In the name Heru lies the origins of the name Jesus. Heru or the Greek Horus was converted to Huious (also Greek) which was eventually converted to Jesus (Prounounced Hey-Zus) in Latin and eventually was converted to Jesus (as in Geez-Us) in English. Jerusalem is a composite Kemetic and Hebrew word (Heru-SALEM) meaning Heru's City of Peace. This dates back to the time of Amen Hotep III father of Akhenaton who ruled this area while on the throne of Egypt. In Latin J actually has an 'H' sound, in time Heru-Salem or Heru Salaam became Jerusalem.

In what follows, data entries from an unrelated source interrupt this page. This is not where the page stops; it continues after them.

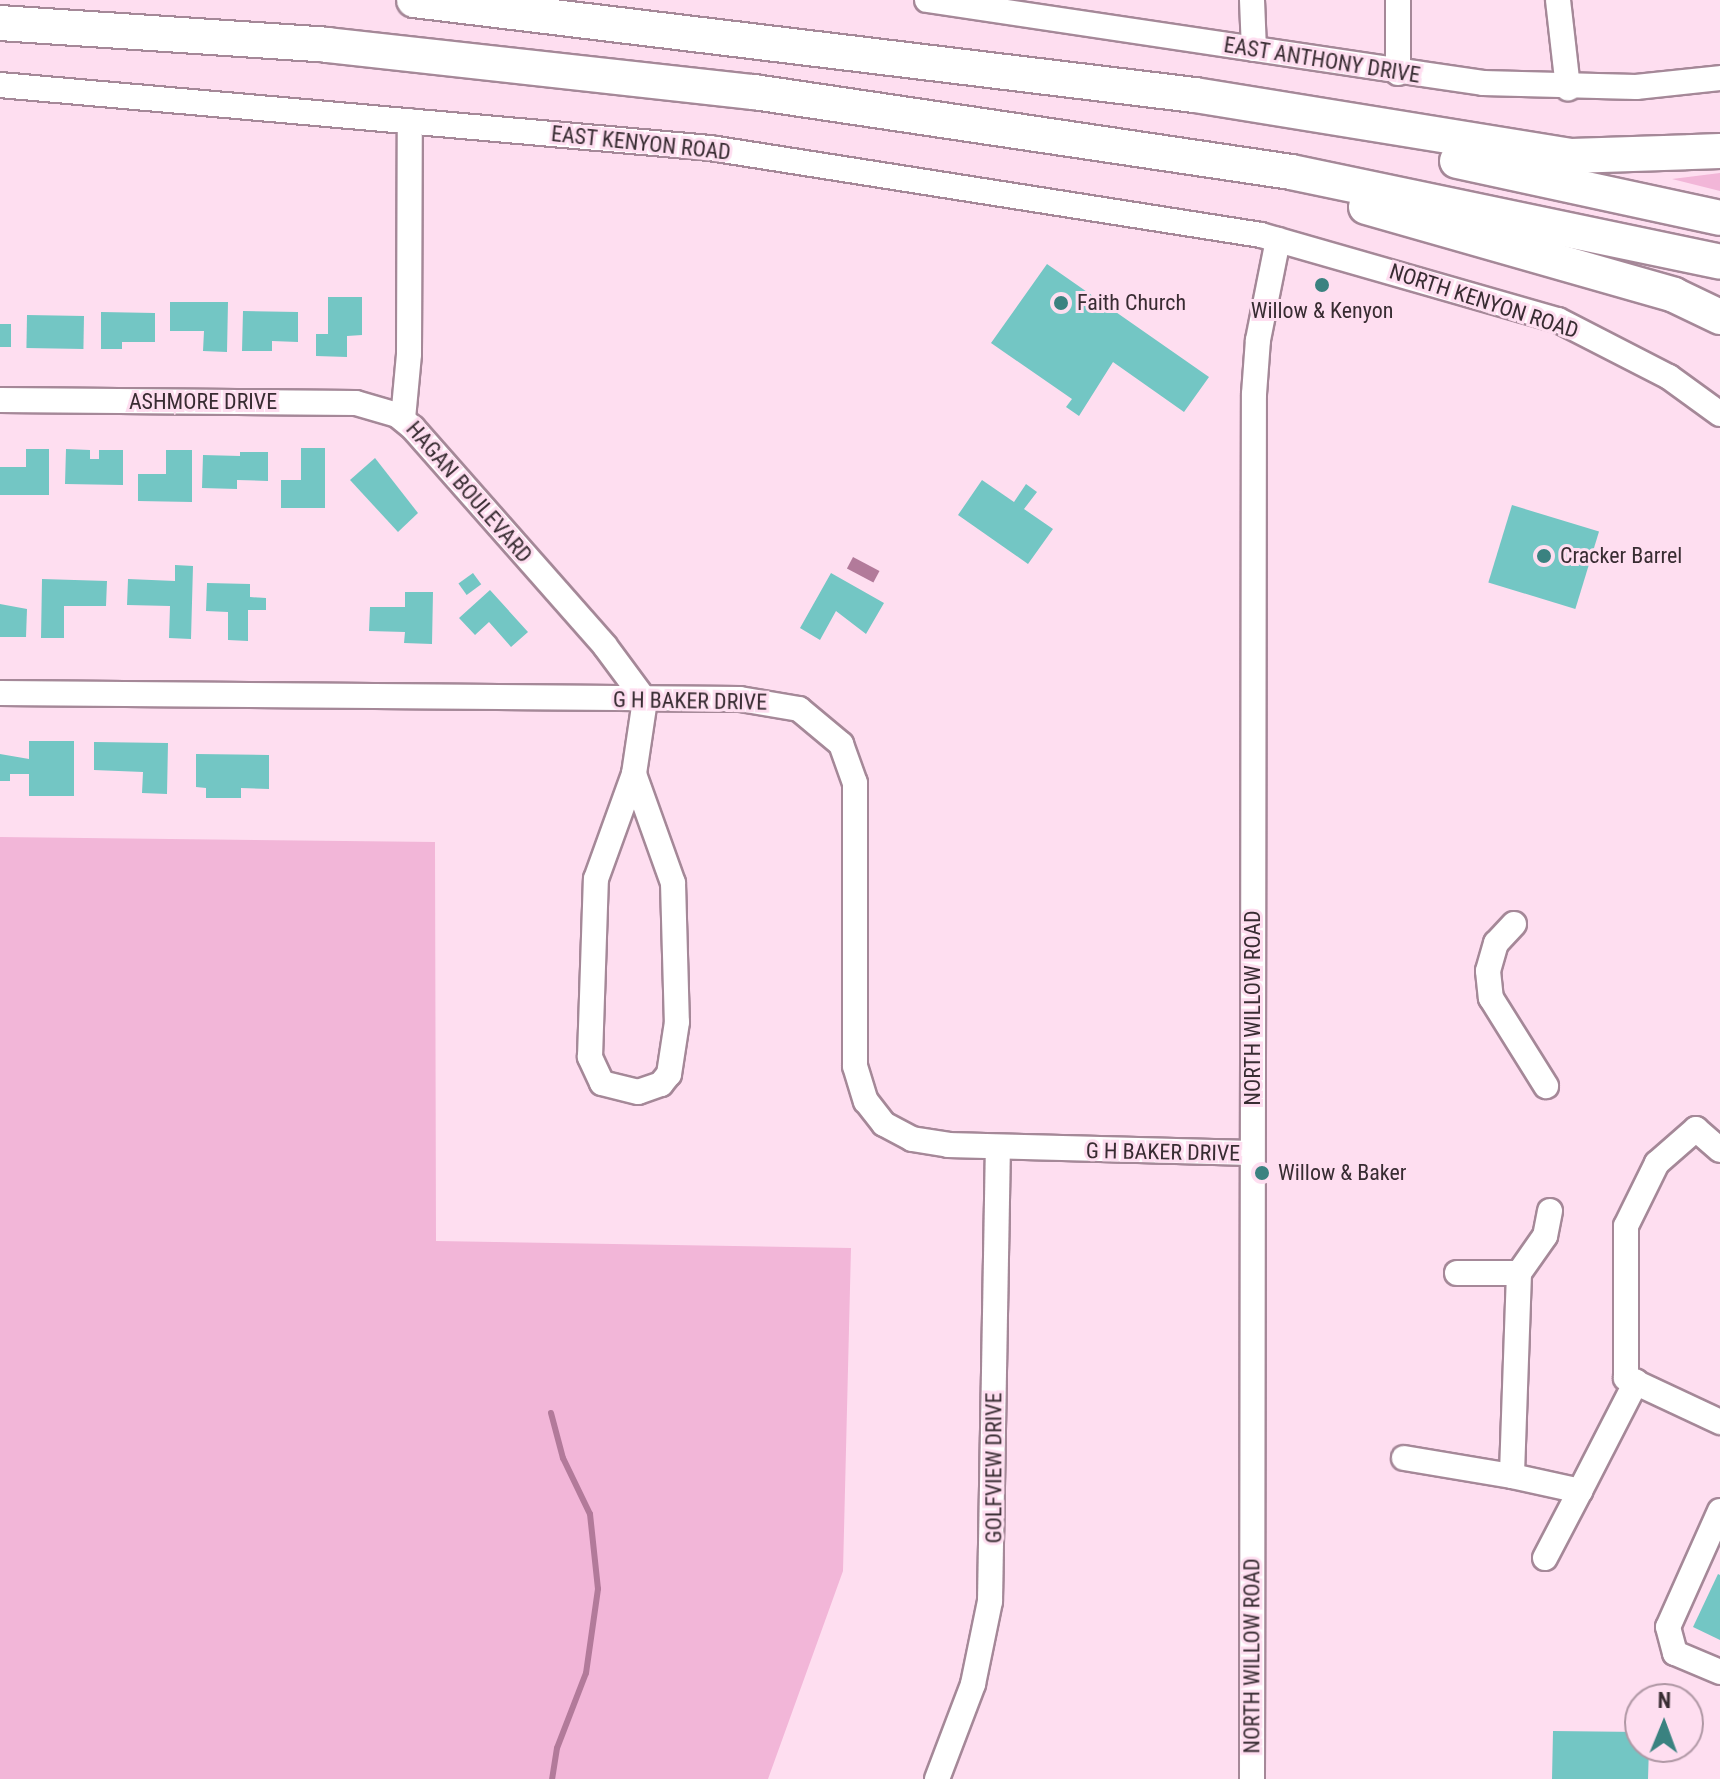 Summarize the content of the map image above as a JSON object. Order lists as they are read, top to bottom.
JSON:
{
  "streets": {
    "street": [
      "EAST ANTHONY DRIVE",
      "EAST KENYON ROAD",
      "NORTH KENYON ROAD",
      "ASHMORE DRIVE",
      "HAGAN BOULEVARD",
      "G H BAKER DRIVE",
      "NORTH WILLOW ROAD",
      "GOLFVIEW DRIVE"
    ]
  },
  "crossings": [
    ["EAST KENYON ROAD", "NORTH KENYON ROAD"],
    ["EAST KENYON ROAD", "HAGAN BOULEVARD"],
    ["EAST KENYON ROAD", "NORTH WILLOW ROAD"],
    ["NORTH KENYON ROAD", "NORTH WILLOW ROAD"],
    ["ASHMORE DRIVE", "HAGAN BOULEVARD"],
    ["HAGAN BOULEVARD", "G H BAKER DRIVE"],
    ["G H BAKER DRIVE", "NORTH WILLOW ROAD"],
    ["G H BAKER DRIVE", "GOLFVIEW DRIVE"]
  ],
  "places": [
    "Willow & Kenyon",
    "Faith Church",
    "Cracker Barrel",
    "Willow & Baker"
  ],
  "north": "top"
} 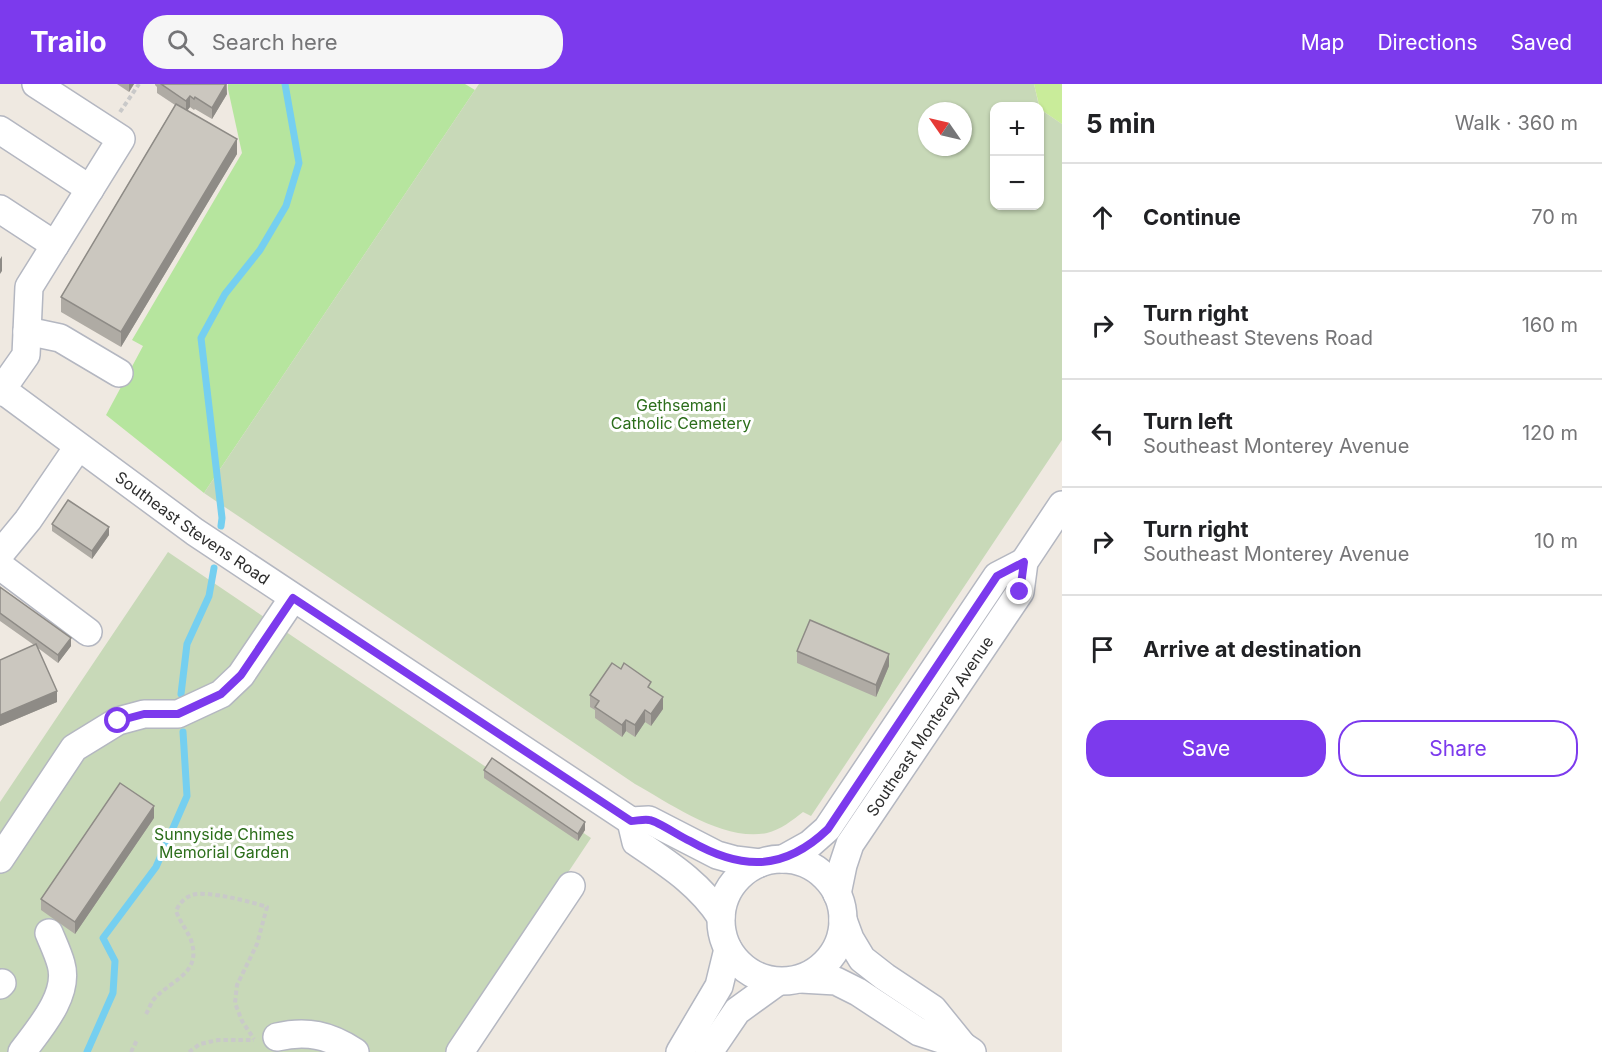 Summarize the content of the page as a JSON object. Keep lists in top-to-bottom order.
{
  "streets": {
    "street": ["Southeast Stevens Road", "Southeast Monterey Avenue"]
  },
  "crossings": [
    ["Southeast Stevens Road", "Southeast Monterey Avenue"]
  ],
  "parks": ["Gethsemani Catholic Cemetery", "Sunnyside Chimes Memorial Garden"],
  "north": "top left",
  "page": {
    "header": "Trailo",
    "search": "Search here",
    "nav": ["Map", "Directions", "Saved"],
    "heading": ["5 min", "Walk · 360 m"],
    "map_buttons": ["+", "−"],
    "list": [
      ["Continue", "70 m"],
      ["Turn right", "Southeast Stevens Road", "160 m"],
      ["Turn left", "Southeast Monterey Avenue", "120 m"],
      ["Turn right", "Southeast Monterey Avenue", "10 m"],
      "Arrive at destination"
    ],
    "buttons": ["Save", "Share"]
  }
}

Heru, Freemasons, and the Great Seal

The "All Seeing Eye" is the symbol of Heru who we today call Jesus. Anthony Browder in his book titled, “Nile Valley Contributions to Civilization stated, ”The pyramid and the eye above it (which represents the eye of Heru-the son of God) clearly establishes an Egyptian link with the reverse of the Great Seal. The obverse of this seal is strikingly similar to the Nile Valley image of Heru, and the differences represent the cultural nuances which were unique to the United States. Above the eagle’s head are 13 stars which arranged in the form of the Magen David, which is also called the Seal of Solomon. This is an ancient symbol that predates Judaism and represents two pyramids. The two pyramids symbolize the two pillars of Solomon, which play significant role in ritualistic masonry.
(Reference: Anthony T. Browder: “Nile Valley Contribution to Civilization” pg. 203).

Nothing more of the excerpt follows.